L’origine del soprannome Pinguino, come tutti lo conoscono, è legata al suo aspetto fisico.
«Bova ha 45 anni, ma ne dimostra parecchi di più. È alto e corpulento. Ha le braccia corte, rispetto alla stazza del suo corpo. Quando, per fare il bagno fuori stagione, indossa la muta nera con cui prova a resistere all’acqua fredda, la metamorfosi in pinguino è completata».
Alla donna assassinata su cui Bova indaga, la vita ha riservato un destino crudele.
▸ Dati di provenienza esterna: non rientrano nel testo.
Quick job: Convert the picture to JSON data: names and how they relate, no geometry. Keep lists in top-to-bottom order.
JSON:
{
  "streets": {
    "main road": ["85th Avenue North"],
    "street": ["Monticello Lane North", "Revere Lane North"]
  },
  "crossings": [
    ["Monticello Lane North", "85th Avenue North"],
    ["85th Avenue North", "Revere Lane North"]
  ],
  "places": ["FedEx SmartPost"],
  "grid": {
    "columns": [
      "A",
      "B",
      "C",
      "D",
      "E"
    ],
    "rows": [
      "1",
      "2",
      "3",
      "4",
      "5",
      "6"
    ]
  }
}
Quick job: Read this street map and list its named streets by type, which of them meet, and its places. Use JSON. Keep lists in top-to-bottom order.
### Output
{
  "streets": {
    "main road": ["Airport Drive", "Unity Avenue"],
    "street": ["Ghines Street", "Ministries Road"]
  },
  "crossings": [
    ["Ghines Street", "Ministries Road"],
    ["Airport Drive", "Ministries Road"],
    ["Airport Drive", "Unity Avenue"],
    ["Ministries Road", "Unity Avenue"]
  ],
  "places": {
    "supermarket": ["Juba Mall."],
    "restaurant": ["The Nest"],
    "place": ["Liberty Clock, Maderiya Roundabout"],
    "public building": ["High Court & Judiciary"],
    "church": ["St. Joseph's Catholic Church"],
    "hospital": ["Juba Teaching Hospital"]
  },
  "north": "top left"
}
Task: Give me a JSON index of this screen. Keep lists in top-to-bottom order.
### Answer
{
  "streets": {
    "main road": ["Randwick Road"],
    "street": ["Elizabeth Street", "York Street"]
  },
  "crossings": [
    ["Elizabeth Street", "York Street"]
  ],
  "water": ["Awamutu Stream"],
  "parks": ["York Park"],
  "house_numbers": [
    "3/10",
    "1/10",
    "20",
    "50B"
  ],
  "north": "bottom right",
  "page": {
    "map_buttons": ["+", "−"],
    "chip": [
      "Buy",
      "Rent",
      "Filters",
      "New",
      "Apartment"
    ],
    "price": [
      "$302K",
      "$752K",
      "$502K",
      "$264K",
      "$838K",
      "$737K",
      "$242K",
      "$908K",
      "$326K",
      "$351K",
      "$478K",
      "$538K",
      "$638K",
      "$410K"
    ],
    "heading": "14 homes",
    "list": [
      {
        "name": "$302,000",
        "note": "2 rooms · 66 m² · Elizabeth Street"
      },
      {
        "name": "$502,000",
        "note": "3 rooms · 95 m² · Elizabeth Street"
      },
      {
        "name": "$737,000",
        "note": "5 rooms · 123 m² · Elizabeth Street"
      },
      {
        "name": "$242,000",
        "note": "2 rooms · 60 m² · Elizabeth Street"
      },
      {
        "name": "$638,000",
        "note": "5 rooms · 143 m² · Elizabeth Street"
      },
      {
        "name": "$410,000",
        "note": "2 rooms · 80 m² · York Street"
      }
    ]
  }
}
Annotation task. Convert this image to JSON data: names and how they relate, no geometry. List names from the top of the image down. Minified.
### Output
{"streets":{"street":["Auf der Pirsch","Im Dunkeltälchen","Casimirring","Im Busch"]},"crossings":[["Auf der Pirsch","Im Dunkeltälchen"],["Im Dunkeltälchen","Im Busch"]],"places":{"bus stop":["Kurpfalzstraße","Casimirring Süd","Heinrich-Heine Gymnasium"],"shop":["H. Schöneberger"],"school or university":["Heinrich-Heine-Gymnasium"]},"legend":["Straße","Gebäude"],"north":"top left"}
«È una ragazza figlia della nostra epoca: non si pone limiti, ha un carattere vitale, le piace conoscere il mondo. Nessuno avrebbe meritato la morte a cui va incontro, tanto meno lei. È una sorte fatale, piena di misteri e punti da risolvere. Anche questo dà la carica a Bova per condurre le indagini. Lo sprona a fare meglio, lo sollecita».
La bassotta di Bova, Gilda, si chiama come il cane con cui ha condiviso parecchi anni della sua vita. Cosa ha rappresentato per lei?
«La chiamavo Gilda Gildina e, purtroppo, da qualche anno non c’è più. Scrivere è stato come passare ancora un po’di tempo con lei, a cui, in famiglia, eravamo tutti molto affezionati».
Come farà il comandante a risolvere i misteri?
«Il suo arrivo a Mondovì, di fatto, era stato un declassamento: quasi un esilio, mascherato da promozione. Ha un’intelligenza sopraffina, che lo guida dove nessun’altro può arrivare».
Scrittore e sceneggiatore, prima de “L’ultimo pinguino delle Langhe” ha già pubblicato altri racconti, romanzi e poesie (tra questi: “London voodoo” del 2022 e “Nanga Parbat. L’ossessione e la montagna nuda” del 2023). Adesso ha in mente una vera e propria serie gialla?
«Credo che Bova sia il personaggio giusto per mettermi alla prova con un progetto di questo tipo. Spero che i lettori si affezionino a lui tanto quanto l’ho fatto io. Per me sarebbe una sfida notevole: bisogna fare in modo che la serialità non diventi una gabbia, che limita la creatività nelle trame e nella scrittura, ma che la stimoli in una cornice che accresce sempre di più il legame con i personaggi».